Rendering a PNG on Ethereum: face.png

Mon Sep 6, 2021 · 2296 words · 12 min

How do you create a PNG image dynamically in Solidity? How do you make it into a non-fungible token? Why would you create such an abomination? Why are they blurry in safari?

The answer to some of these questions below!

at the time of writing, there are still ~40 left on facepng.art

Motivation

Why a PNG?

Everyone is making NFTs that generate their artwork on chain using SVG, but nobody is making ones that generate PNGs onchain.
— nick.eth (@nicksdjohnson) August 27, 2021

This is the tweet, right here.

I'm not sure if Nick knows it, but he nerd sniped me out of my entire weekend.

Why an NFT?

All my friends and colleagues were getting cool non-fungible tokens (NFTs) and using them as profile pictures on Twitter and GitHub and I felt left out, but I really like my profile picture:

o_0

I wanted to have my cake and eat it too: participating in the NFT hype, and not giving up my "brand".

Making a one-of-one collectible is pretty boring though, so this one is generative! Nothing too fancy, just choosing a couple properties and combining them, which is a good exercise for doing the encoding on-chain anyway.
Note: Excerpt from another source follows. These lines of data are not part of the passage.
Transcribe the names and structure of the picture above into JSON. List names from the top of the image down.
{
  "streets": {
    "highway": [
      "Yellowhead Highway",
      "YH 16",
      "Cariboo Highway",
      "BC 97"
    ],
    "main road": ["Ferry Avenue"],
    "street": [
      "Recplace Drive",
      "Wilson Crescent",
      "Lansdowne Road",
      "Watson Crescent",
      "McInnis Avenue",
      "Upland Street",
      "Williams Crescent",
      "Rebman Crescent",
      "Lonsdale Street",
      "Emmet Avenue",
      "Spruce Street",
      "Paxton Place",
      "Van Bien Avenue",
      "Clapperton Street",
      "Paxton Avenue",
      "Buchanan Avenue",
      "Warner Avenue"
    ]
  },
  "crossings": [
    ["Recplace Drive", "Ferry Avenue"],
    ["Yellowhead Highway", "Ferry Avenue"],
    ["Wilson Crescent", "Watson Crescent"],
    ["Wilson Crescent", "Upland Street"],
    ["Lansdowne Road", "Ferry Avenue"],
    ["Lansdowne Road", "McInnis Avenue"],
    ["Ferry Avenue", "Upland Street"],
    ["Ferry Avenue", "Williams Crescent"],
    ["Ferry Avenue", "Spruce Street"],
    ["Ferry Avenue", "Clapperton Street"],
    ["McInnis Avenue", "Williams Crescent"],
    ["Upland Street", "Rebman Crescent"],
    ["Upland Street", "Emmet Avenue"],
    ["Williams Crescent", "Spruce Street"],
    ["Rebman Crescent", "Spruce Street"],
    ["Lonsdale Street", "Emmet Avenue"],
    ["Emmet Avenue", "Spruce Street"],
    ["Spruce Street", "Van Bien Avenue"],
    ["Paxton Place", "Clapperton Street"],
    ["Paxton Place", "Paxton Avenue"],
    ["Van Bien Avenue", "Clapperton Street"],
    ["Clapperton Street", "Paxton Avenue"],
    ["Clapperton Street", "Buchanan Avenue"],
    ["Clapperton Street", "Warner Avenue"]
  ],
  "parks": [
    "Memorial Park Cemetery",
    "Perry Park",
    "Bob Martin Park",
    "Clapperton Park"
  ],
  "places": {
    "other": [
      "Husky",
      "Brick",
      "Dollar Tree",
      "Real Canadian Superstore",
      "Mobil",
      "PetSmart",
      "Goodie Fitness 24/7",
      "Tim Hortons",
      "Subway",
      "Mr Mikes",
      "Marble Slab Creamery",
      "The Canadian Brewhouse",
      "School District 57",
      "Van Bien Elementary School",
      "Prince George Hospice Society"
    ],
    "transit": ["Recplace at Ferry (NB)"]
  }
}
So I settled on a small run of procedurally generated character art faces, with all the metadata and image data stored and calculated on-chain. Because I suffer from chronic laziness, I picked out seven eyes and three noses, giving a total supply of 147 faces. Not exactly a huge collection, but that's half the fun of collectibles anyway. To keep things recognizable, each face is unique based on the characters (and ignores the colors.)

Implementation

Anatomy of a PNG Image

Portable Network Graphics (PNG) images are a mainstay of the internet. libpng maintains a specification of the format that goes into a lot more depth, and if you're extremely interested in the fine details, I'd recommend reading it. The following hack job is my attempt to cover the parts important to generating the simplest PNG image I could think of, but I'll try to link to the relevant portions of the specification as we go along.

File Signature

The first eight bytes of the file identify the file as a PNG image¹:

+----+----+----+----+----+----+----+----+---
| 89 | 50 | 4e | 47 | 0d | 0a | 1a | 0a |
+----+----+----+----+----+----+----+----+---

There's actually some really cool tricks in the signature to detect various forms of corruption and transmission errors. For our purposes, the signature is just a static array of eight bytes to copy.

Chunks!

After the signature the PNG file is divided into chunks.² Each chunk has a four byte length, four byte type, some data, and a four byte cyclic redundancy check (CRC):

---+--+--+--+--+--+--+--+--+--===--+--+--+--+--+---
   | Length    | Type      | Data  | CRC       |
---+--+--+--+--+--+--+--+--+--===--+--+--+--+--+---

There are four chunks we need to pay attention to: IHDR, PLTE, IDAT, and IEND.

`IHDR` Chunk

The IHDR chunk, which I assume means image header, immediately follows the signature and contains metadata about the image itself:

---+--+--+--+--+--+--+--+--+---+---+---+---+---+---
   | Width     | Height    | D | C | Z | F | I |
---+--+--+--+--+--+--+--+--+---+---+---+---+---+---

D: Bit Depth
C: Color Type
Z: Compression Method
F: Filter Method
I: Interlace Method

Width and height are pretty self-explanatory, bit depth is the number of bits per sample (or palette index), color type determines how colors are represented in the image data, compression method is always zero (for DEFLATE³), filter method chooses a transform to apply to the image data before compression, and the interlace method indicates how the data is ordered (so it can be rendered while being transferred.)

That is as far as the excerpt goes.